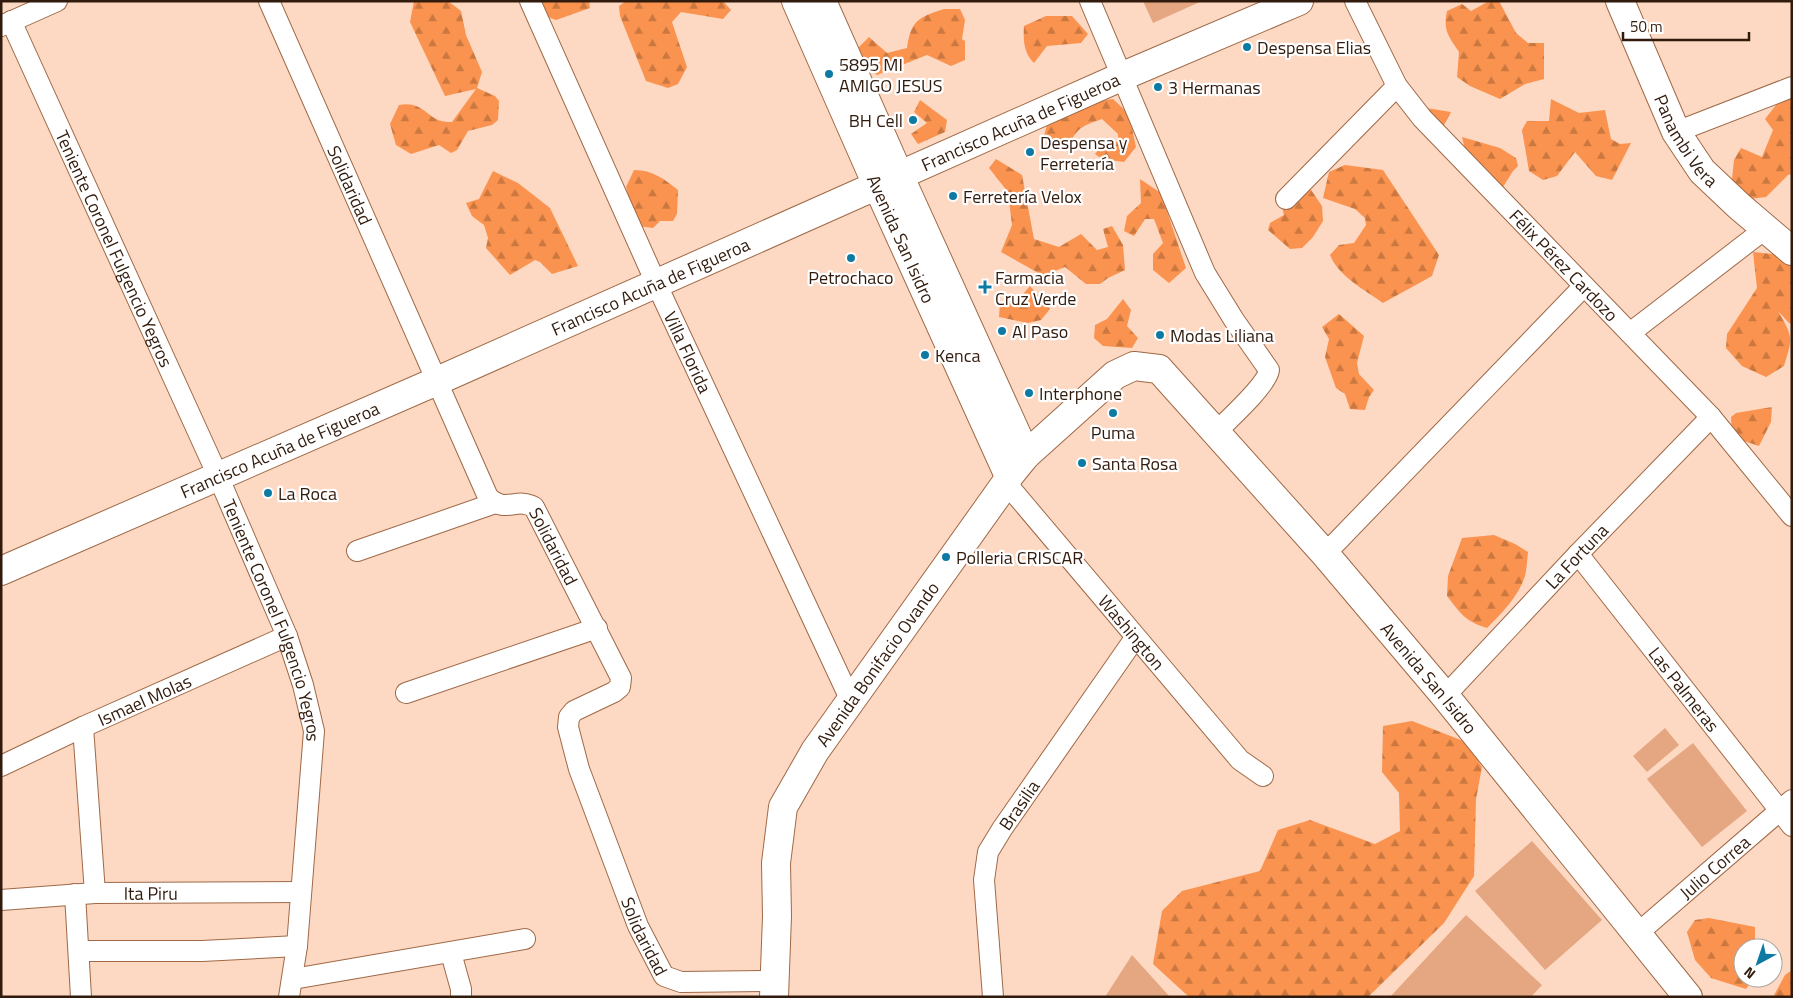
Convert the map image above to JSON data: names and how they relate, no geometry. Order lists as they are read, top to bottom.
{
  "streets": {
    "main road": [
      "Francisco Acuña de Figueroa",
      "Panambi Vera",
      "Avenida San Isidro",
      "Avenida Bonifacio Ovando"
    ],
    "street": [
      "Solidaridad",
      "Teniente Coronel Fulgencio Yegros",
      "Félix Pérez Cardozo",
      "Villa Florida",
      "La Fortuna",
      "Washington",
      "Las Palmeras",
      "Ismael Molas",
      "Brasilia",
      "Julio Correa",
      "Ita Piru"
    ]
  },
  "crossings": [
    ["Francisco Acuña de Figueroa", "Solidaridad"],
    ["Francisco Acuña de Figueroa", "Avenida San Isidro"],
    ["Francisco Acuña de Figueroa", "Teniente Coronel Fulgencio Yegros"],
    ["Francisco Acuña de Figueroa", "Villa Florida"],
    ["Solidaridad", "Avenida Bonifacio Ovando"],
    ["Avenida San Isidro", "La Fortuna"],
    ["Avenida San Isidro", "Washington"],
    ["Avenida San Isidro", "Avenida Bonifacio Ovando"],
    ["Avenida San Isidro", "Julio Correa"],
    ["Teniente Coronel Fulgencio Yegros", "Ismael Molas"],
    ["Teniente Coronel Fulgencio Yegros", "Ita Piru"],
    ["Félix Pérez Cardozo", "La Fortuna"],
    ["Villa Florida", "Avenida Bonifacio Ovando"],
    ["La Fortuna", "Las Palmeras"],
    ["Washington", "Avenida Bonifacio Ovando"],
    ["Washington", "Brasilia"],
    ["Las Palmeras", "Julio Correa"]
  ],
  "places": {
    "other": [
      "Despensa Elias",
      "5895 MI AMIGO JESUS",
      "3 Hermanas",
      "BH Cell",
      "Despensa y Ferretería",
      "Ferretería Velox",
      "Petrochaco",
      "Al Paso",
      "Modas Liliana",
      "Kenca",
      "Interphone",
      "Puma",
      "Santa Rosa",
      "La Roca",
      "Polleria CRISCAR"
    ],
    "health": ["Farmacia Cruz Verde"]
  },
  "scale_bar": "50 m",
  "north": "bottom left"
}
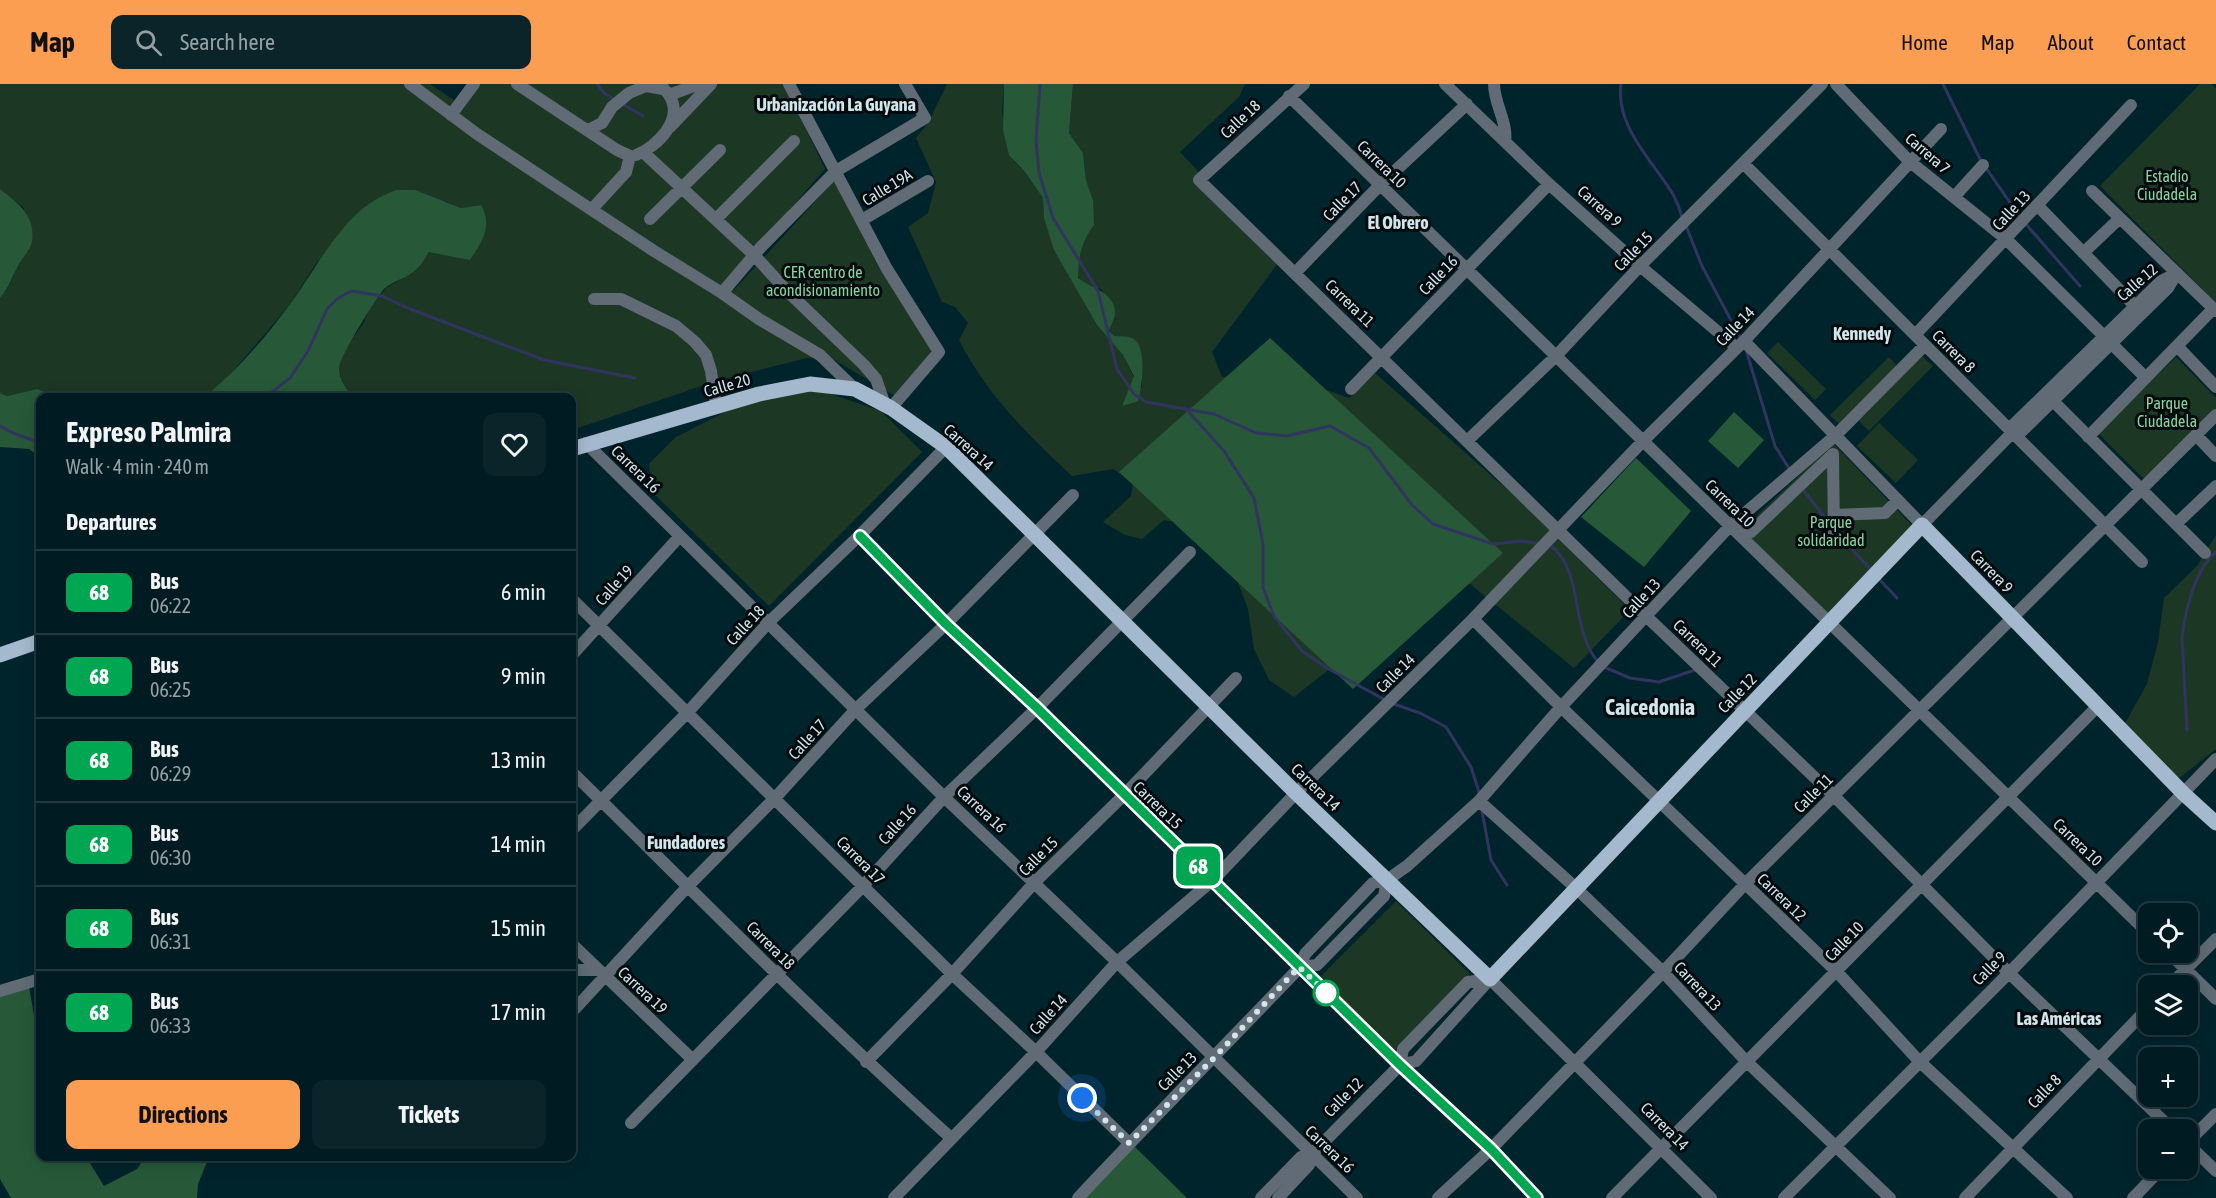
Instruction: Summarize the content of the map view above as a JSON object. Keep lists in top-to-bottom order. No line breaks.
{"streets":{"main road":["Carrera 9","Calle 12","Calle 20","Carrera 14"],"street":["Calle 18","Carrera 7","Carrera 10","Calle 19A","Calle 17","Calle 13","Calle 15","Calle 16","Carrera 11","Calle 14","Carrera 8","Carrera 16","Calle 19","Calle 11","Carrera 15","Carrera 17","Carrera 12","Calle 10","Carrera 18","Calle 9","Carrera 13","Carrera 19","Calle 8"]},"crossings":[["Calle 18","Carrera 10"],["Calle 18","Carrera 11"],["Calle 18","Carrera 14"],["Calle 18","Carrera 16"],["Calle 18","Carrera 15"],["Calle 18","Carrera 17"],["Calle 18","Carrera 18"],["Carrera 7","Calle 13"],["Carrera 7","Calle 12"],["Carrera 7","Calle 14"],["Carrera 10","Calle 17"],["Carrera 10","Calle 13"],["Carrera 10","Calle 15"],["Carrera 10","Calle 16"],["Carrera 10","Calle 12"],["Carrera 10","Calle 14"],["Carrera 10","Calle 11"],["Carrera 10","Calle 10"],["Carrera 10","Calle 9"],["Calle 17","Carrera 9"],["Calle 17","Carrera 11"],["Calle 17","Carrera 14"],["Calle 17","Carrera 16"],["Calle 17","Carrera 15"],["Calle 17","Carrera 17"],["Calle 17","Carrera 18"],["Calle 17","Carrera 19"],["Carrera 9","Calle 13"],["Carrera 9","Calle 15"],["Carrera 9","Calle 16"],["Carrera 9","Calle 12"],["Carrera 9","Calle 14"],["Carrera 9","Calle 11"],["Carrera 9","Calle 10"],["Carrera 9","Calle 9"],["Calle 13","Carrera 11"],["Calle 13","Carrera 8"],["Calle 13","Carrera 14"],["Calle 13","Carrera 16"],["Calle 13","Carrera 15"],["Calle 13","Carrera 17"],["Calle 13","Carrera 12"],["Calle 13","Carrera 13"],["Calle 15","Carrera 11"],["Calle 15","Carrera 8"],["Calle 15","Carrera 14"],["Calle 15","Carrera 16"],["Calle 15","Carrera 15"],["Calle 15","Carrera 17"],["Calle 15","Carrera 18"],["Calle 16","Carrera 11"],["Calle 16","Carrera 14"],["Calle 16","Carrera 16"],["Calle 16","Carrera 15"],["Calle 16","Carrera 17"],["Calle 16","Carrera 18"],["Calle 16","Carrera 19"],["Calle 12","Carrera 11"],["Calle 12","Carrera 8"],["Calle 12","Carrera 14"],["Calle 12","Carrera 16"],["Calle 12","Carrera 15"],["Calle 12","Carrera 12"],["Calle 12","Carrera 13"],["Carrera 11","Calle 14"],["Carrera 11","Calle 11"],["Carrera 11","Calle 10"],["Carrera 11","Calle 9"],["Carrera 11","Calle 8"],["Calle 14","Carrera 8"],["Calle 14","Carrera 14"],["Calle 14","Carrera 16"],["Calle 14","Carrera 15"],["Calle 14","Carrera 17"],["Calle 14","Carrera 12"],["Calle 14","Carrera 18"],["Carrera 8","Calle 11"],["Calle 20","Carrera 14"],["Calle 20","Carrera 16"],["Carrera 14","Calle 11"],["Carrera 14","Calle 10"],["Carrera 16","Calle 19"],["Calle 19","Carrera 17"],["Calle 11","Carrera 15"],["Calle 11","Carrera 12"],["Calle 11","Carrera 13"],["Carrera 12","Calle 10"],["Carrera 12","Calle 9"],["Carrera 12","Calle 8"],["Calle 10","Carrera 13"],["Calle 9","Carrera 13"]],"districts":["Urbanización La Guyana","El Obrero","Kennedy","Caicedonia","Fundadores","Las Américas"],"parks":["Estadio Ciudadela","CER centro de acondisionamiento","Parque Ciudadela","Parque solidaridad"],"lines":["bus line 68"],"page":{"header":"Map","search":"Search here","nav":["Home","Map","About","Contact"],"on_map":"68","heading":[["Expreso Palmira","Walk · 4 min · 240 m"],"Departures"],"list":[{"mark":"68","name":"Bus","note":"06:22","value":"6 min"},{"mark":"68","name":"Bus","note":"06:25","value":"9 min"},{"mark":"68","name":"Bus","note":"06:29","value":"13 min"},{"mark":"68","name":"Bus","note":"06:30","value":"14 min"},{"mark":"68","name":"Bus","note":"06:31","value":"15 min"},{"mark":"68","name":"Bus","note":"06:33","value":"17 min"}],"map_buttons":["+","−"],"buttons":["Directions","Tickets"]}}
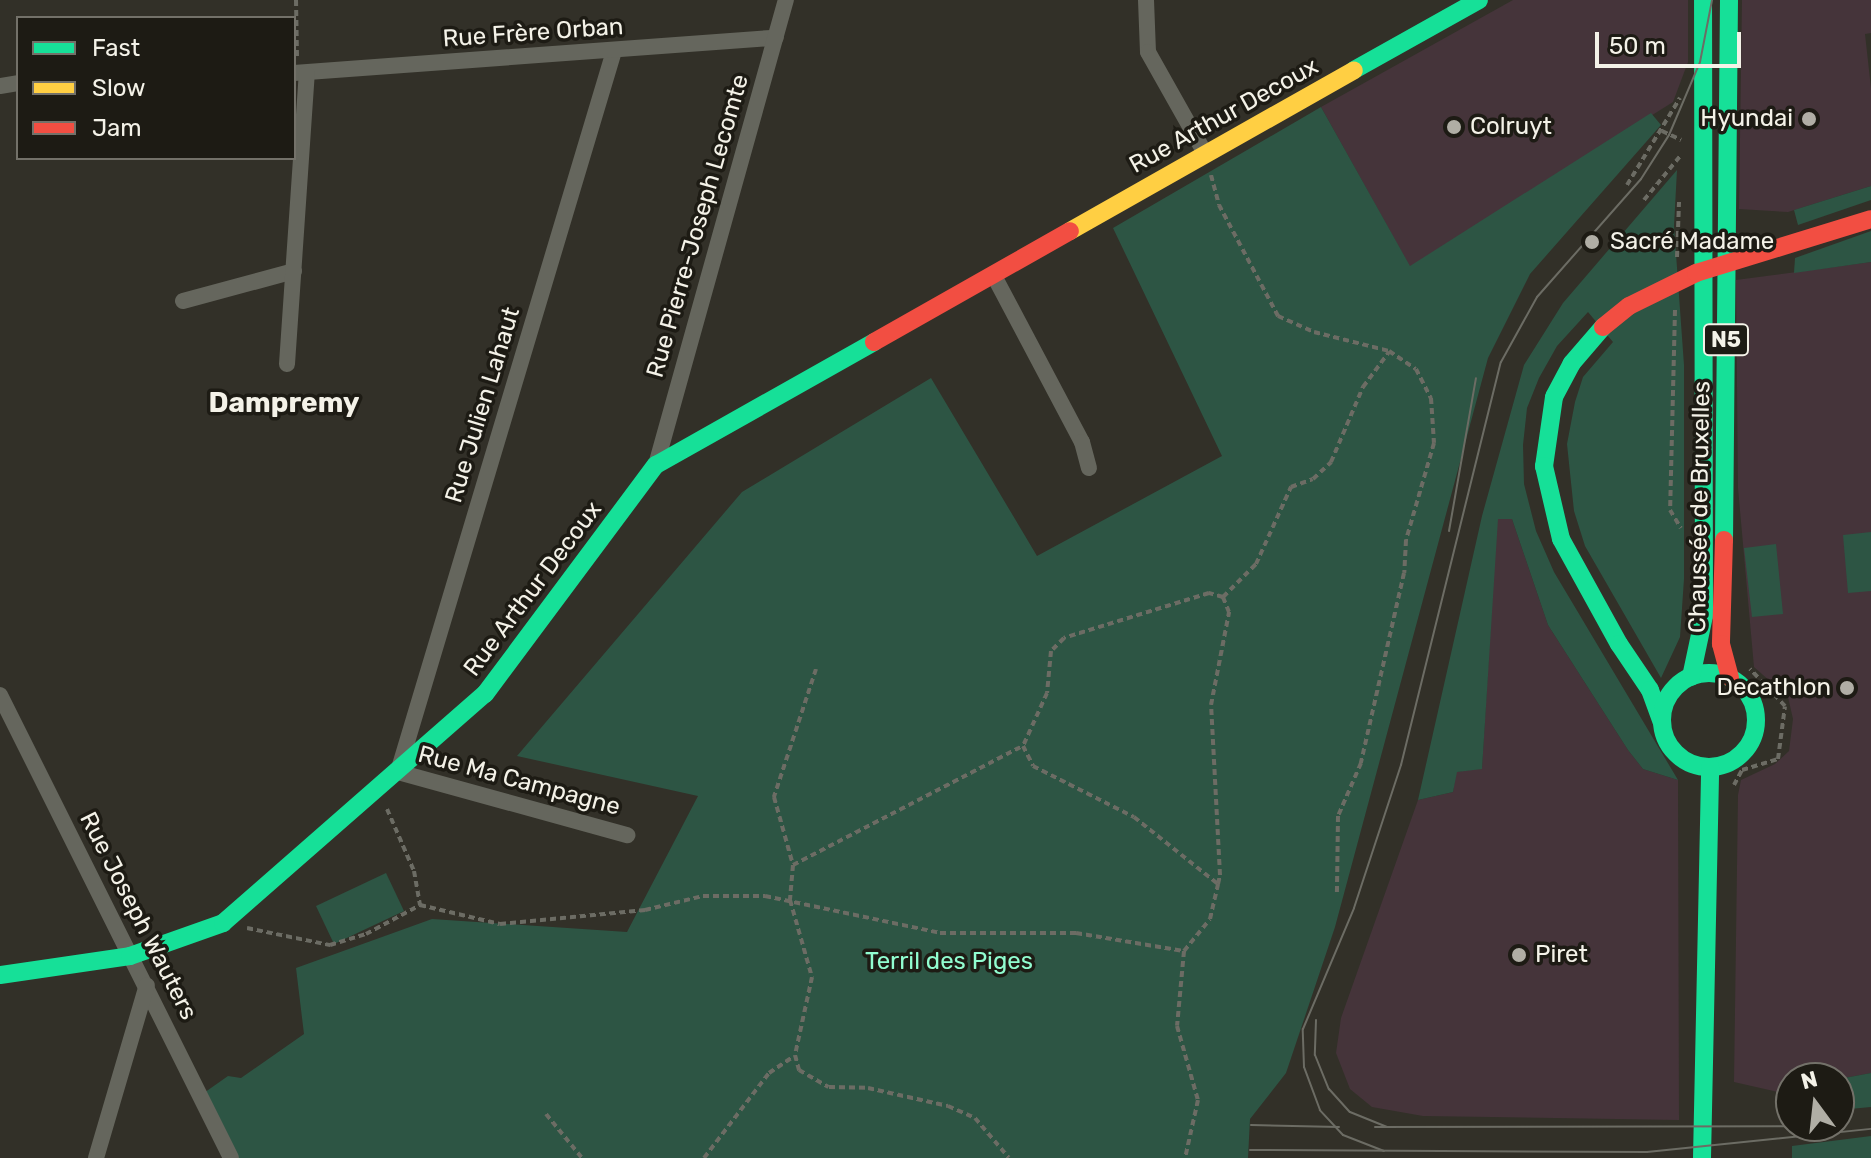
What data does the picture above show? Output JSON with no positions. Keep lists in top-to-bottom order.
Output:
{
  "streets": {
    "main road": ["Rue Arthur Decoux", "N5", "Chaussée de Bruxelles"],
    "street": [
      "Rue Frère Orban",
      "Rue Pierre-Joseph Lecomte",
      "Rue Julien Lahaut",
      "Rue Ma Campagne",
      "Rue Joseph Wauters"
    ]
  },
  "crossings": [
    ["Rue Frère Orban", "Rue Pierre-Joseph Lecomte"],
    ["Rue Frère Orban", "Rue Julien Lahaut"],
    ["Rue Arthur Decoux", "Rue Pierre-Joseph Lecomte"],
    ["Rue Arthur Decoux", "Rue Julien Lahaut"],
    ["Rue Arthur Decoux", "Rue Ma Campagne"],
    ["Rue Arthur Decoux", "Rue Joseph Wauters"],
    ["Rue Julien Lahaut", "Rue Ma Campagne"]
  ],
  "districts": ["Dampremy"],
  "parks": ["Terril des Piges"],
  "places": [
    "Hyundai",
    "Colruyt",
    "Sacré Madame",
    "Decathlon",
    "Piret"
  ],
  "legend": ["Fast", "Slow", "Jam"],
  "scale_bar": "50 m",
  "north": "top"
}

+ + + +

[What is expected]: Find the line containing "What data does", then output it and every line after it to the end of the data, exactly.

[Exercise response]:
What data does the picture above show? Output JSON with no positions. Keep lists in top-to-bottom order.
Output:
{
  "streets": {
    "main road": ["Rue Arthur Decoux", "N5", "Chaussée de Bruxelles"],
    "street": [
      "Rue Frère Orban",
      "Rue Pierre-Joseph Lecomte",
      "Rue Julien Lahaut",
      "Rue Ma Campagne",
      "Rue Joseph Wauters"
    ]
  },
  "crossings": [
    ["Rue Frère Orban", "Rue Pierre-Joseph Lecomte"],
    ["Rue Frère Orban", "Rue Julien Lahaut"],
    ["Rue Arthur Decoux", "Rue Pierre-Joseph Lecomte"],
    ["Rue Arthur Decoux", "Rue Julien Lahaut"],
    ["Rue Arthur Decoux", "Rue Ma Campagne"],
    ["Rue Arthur Decoux", "Rue Joseph Wauters"],
    ["Rue Julien Lahaut", "Rue Ma Campagne"]
  ],
  "districts": ["Dampremy"],
  "parks": ["Terril des Piges"],
  "places": [
    "Hyundai",
    "Colruyt",
    "Sacré Madame",
    "Decathlon",
    "Piret"
  ],
  "legend": ["Fast", "Slow", "Jam"],
  "scale_bar": "50 m",
  "north": "top"
}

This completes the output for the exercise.